Generation of vortex beams by the four-step phase plates

Abstract

The generation and application of the vortex beams are part of the hot topics in the optical field. In this paper, the phase structure of the four-step phase plates, analyzed by Fourier series expansion method, is composed of a series of spiral phase plates. When the phase plate is directly irradiated by linearly polarized light, multi-order diffraction waves with different topological charge numbers are generated. Unlike vortex waves, the intensity distribution of the multi-order diffraction has a deviation from the axial symmetry due to the interference with each other. On this basis, a new scheme is proposed to generate vortex beams by the four-step phase plates.
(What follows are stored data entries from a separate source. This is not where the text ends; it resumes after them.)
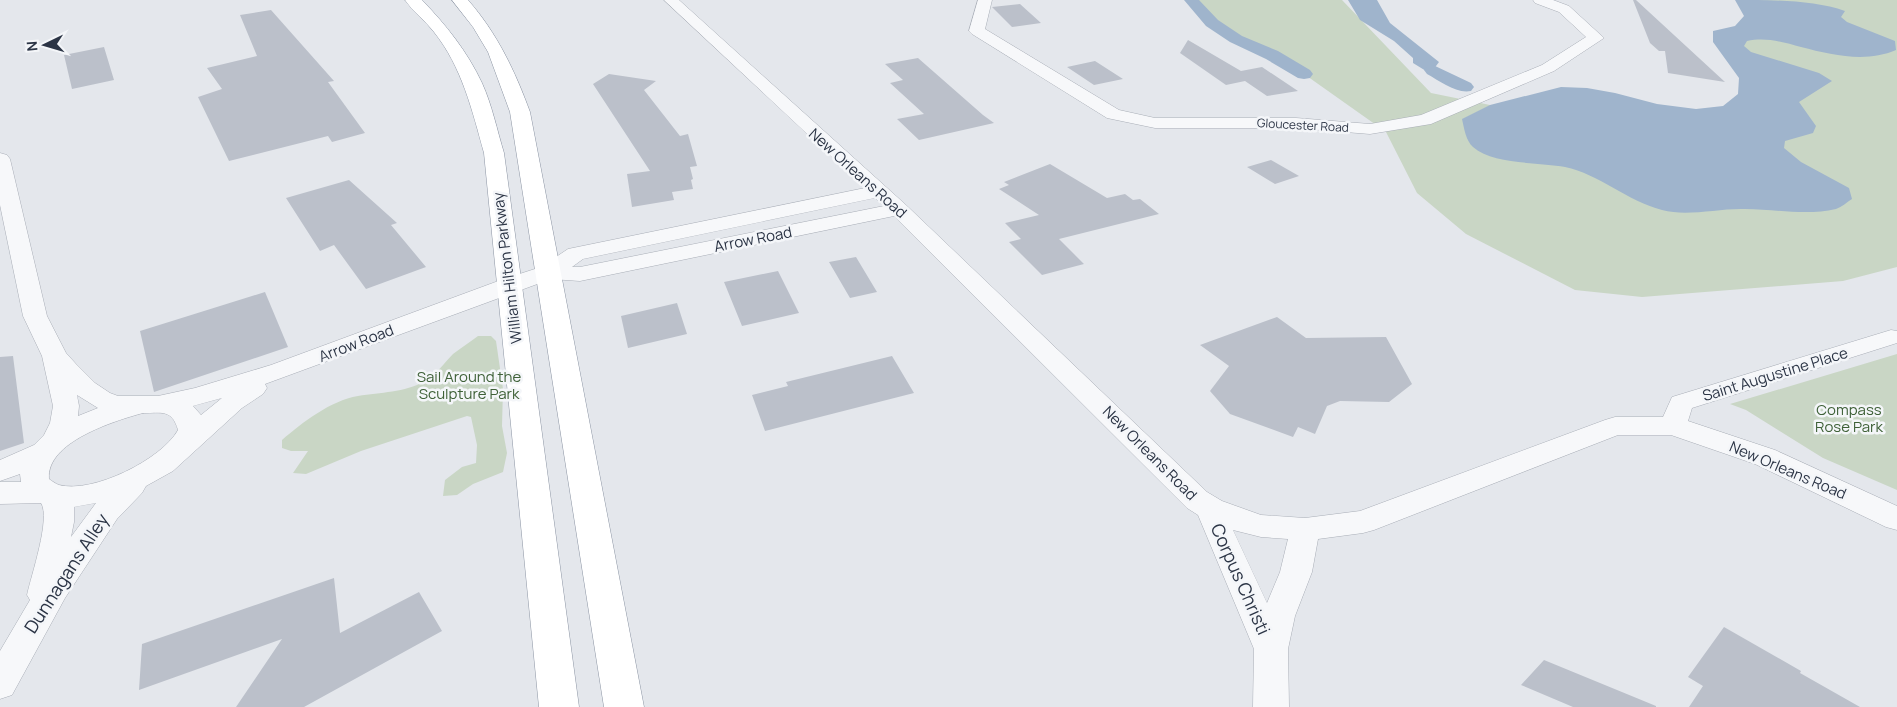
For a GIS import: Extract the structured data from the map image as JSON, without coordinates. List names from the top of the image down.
{
  "streets": {
    "highway": ["William Hilton Parkway"],
    "street": [
      "Gloucester Road",
      "New Orleans Road",
      "Arrow Road",
      "Saint Augustine Place",
      "Dunnagans Alley",
      "Corpus Christi"
    ]
  },
  "crossings": [
    ["New Orleans Road", "Arrow Road"],
    ["New Orleans Road", "Saint Augustine Place"],
    ["New Orleans Road", "Corpus Christi"],
    ["Arrow Road", "William Hilton Parkway"]
  ],
  "parks": ["Sail Around the Sculpture Park", "Compass Rose Park"],
  "north": "left"
}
With the help of Mach-Zehnder interferometer, the diffraction waves generated by two pieces of the four-step phase plates overlap each other. By adjusting the phase difference of the Mach-Zehnder interferometer, some orders of diffraction waves generate destructive interference while the others generate constructive interference. Thus the linear polarized light can be converted into vortex beams. The diffraction intensity and angular momentum distributions of the four-step phase plates with different cycle numbers are numerically simulated and compared with the spiral phase plates, we can provethat the vortex beams can be obtained by simple four-step phase plates which are the same as those obtained by spiral phase plates. In addition, the four-step phase plates with a small cycle number can generate vortex beams with a large topological charge number and the fabrication difficulty of the phase plates is reduced.